Another fascinating finding of the study is that participants who carried a fixed mental model—that is, those who believed that their performance on the task was a reflection of their innate ability—actually had higher levels of activity than participants in the growth mind-set group. They were, however, more likely to spend time on nonproductive strategies rather than search for the effective strategies that would improve their performance.

Given that this finding is crucial to a deeper understanding of the differences between the two mind-sets, it may be helpful to take a closer look at the different strategies that participants used to complete the task. Those in the growth mind-set group productively used the feedback they received and systematically altered each of the variables in the task to understand and isolate its effect on the outcome. Tapping into their reflective mind in this way allowed them to deploy wiser strategies in the later stages as their knowledge of the task improved.

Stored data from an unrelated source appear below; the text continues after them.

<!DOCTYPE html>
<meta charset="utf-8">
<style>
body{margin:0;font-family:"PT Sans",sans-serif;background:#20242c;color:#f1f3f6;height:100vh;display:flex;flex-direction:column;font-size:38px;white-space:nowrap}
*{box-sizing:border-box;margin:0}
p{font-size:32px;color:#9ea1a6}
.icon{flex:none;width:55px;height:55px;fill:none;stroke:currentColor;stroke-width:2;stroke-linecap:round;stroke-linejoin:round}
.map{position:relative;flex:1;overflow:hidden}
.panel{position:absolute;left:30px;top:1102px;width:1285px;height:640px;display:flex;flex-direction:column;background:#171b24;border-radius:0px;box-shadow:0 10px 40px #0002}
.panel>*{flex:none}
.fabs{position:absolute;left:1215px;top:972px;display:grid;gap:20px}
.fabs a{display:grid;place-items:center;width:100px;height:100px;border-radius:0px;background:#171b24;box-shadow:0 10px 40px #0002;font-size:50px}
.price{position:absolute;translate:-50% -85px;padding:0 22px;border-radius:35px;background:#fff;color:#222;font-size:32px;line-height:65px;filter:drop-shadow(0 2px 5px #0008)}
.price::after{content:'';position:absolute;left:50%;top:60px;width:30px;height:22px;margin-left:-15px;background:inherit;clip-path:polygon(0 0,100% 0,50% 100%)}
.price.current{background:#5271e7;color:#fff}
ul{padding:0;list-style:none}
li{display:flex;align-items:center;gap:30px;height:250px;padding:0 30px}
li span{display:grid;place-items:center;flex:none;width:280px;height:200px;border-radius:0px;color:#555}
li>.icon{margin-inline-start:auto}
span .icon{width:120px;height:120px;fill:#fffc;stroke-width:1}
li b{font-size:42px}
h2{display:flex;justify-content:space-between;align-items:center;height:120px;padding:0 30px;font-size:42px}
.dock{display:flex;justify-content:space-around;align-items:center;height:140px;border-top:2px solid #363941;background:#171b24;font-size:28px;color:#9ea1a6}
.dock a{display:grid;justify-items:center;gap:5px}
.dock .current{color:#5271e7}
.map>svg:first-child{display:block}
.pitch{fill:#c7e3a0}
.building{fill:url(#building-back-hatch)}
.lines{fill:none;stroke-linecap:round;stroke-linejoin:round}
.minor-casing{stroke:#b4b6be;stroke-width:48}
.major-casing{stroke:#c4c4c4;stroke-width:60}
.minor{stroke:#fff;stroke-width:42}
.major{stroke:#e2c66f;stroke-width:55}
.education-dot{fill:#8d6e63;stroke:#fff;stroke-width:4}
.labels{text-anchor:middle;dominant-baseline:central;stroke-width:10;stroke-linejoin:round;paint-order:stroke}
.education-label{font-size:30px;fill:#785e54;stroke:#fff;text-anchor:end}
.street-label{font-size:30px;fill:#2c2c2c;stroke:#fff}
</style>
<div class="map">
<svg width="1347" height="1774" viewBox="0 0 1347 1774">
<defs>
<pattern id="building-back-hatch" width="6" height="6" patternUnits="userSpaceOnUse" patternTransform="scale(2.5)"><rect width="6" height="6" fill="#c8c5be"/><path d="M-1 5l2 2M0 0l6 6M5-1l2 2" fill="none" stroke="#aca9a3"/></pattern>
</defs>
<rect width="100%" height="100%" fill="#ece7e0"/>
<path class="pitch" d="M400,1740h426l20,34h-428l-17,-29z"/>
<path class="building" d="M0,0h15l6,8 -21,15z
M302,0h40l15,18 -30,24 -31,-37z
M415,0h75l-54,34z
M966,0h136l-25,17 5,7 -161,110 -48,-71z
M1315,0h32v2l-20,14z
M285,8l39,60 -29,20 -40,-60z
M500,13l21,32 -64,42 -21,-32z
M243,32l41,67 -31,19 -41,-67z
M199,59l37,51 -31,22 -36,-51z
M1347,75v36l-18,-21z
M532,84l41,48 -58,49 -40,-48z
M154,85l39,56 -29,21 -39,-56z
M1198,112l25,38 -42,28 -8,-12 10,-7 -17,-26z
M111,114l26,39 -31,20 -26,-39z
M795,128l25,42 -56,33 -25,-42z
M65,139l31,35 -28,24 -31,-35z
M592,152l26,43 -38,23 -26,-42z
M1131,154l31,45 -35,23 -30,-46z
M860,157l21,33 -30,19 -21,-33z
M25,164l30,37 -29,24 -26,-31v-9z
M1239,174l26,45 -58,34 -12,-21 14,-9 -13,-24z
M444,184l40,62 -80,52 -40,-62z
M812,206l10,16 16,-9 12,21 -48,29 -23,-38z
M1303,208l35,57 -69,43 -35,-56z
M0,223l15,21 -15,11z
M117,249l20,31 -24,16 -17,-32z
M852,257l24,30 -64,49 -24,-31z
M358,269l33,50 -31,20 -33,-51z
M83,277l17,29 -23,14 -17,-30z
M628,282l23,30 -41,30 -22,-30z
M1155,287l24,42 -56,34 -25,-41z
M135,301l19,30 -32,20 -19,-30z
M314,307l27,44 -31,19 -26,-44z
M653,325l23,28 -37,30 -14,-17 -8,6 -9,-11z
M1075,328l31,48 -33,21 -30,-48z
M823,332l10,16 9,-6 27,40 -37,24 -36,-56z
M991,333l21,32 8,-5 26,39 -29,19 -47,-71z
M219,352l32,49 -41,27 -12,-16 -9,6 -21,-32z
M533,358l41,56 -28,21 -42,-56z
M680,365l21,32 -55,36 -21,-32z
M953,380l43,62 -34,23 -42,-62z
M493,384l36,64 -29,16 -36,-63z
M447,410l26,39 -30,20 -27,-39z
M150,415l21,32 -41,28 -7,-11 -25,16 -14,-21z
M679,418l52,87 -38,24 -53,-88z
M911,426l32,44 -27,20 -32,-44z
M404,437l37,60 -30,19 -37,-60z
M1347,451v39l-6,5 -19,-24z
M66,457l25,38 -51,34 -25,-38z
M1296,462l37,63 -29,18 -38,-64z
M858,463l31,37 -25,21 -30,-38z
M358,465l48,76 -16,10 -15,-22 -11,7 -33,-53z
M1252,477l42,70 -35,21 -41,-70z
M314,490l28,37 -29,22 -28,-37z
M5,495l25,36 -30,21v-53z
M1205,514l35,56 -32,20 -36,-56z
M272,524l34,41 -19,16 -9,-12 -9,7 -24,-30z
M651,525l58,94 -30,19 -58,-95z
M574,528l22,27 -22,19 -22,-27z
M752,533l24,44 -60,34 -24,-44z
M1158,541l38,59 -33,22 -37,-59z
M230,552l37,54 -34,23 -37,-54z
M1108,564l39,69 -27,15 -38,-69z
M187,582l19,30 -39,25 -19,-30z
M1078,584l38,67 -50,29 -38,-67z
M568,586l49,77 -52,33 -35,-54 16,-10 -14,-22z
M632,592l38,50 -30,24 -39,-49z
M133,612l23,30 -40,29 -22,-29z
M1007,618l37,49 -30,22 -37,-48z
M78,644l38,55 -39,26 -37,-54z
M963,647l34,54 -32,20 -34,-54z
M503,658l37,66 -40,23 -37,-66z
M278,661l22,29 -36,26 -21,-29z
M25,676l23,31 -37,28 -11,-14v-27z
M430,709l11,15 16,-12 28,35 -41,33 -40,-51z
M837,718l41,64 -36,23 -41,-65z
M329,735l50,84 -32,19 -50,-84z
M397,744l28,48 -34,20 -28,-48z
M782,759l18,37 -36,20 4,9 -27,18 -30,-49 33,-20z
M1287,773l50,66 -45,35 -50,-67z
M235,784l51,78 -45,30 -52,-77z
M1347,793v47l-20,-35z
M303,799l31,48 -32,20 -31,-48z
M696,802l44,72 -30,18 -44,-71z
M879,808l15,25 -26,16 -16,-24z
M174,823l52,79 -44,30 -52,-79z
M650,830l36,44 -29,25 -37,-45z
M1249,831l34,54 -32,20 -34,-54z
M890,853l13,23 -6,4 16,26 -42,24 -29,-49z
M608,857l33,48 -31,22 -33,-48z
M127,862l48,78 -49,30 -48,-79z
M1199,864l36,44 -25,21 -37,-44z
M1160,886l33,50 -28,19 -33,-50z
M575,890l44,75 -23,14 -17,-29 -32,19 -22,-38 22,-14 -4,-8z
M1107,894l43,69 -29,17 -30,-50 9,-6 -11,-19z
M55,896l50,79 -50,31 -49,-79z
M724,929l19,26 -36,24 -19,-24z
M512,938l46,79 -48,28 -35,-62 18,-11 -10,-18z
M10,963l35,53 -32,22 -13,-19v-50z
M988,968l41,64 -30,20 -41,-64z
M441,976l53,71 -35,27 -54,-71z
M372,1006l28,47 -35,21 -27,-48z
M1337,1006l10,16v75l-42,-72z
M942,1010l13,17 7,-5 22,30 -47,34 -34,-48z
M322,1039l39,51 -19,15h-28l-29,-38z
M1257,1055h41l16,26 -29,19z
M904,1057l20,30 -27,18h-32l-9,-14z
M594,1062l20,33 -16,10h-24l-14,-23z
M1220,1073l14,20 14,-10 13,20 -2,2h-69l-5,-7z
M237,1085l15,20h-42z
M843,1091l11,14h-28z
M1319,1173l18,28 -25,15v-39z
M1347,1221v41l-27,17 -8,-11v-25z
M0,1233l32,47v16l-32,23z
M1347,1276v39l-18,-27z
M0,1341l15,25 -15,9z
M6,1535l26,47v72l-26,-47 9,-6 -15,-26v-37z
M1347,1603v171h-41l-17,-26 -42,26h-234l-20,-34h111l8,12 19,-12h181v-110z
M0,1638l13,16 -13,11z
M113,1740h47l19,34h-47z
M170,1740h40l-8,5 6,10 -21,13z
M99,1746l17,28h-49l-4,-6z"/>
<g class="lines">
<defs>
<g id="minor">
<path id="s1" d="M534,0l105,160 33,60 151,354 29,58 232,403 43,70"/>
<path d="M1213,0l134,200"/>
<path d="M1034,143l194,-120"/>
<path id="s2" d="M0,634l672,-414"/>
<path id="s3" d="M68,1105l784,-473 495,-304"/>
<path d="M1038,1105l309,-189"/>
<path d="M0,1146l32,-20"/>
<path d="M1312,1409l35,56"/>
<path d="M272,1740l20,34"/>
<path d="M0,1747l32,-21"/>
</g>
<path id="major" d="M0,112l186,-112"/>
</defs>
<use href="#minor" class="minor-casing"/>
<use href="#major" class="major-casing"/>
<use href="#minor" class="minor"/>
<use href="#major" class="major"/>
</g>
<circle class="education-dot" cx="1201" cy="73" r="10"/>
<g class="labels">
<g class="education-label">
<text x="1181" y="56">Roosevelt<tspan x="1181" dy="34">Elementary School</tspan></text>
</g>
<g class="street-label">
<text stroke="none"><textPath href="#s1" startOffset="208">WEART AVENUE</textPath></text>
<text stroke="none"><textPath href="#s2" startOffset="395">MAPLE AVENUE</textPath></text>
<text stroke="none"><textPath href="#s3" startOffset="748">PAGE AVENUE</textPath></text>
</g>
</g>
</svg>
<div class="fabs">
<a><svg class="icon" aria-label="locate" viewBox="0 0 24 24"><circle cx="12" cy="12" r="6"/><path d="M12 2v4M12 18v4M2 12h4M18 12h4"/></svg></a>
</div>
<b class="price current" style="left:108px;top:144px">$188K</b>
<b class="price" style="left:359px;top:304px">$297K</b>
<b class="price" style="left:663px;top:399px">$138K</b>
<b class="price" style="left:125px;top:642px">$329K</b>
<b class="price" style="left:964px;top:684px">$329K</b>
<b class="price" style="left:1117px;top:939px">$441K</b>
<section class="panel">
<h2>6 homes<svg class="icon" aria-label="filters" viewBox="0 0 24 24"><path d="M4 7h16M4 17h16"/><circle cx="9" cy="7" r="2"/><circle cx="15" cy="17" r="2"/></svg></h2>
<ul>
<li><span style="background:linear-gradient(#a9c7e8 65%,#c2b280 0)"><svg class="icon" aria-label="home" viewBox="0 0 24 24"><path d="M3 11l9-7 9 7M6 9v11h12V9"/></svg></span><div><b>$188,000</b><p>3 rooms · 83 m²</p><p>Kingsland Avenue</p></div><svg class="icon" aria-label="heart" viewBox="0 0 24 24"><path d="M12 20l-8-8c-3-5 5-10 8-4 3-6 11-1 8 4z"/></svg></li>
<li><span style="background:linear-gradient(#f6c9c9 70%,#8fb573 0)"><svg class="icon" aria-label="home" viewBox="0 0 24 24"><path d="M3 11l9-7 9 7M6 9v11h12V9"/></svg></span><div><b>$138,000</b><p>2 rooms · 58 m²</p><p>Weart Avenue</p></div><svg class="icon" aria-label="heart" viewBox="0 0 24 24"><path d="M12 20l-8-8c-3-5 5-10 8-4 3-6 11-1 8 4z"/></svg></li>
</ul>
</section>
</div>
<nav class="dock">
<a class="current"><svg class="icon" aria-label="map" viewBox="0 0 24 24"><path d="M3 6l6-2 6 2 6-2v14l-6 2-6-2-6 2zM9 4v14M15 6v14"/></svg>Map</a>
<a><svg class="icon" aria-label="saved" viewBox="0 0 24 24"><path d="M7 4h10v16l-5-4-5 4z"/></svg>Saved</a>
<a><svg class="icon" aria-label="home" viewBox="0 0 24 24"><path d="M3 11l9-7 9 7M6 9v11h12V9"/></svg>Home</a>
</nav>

As noted, those in the fixed mind-set group actually exerted more energy. They altered even more variables in the simulation task, but did so in an undisciplined and unproductive manner. In essence their busyness resembled futile thrashing more than effective problem solving. Instead of incorporating negative feedback to improve performance, the energy in the fixed mind-set group turned inward, consumed by an escalating cycle of self-doubt that interfered with both learning and performance.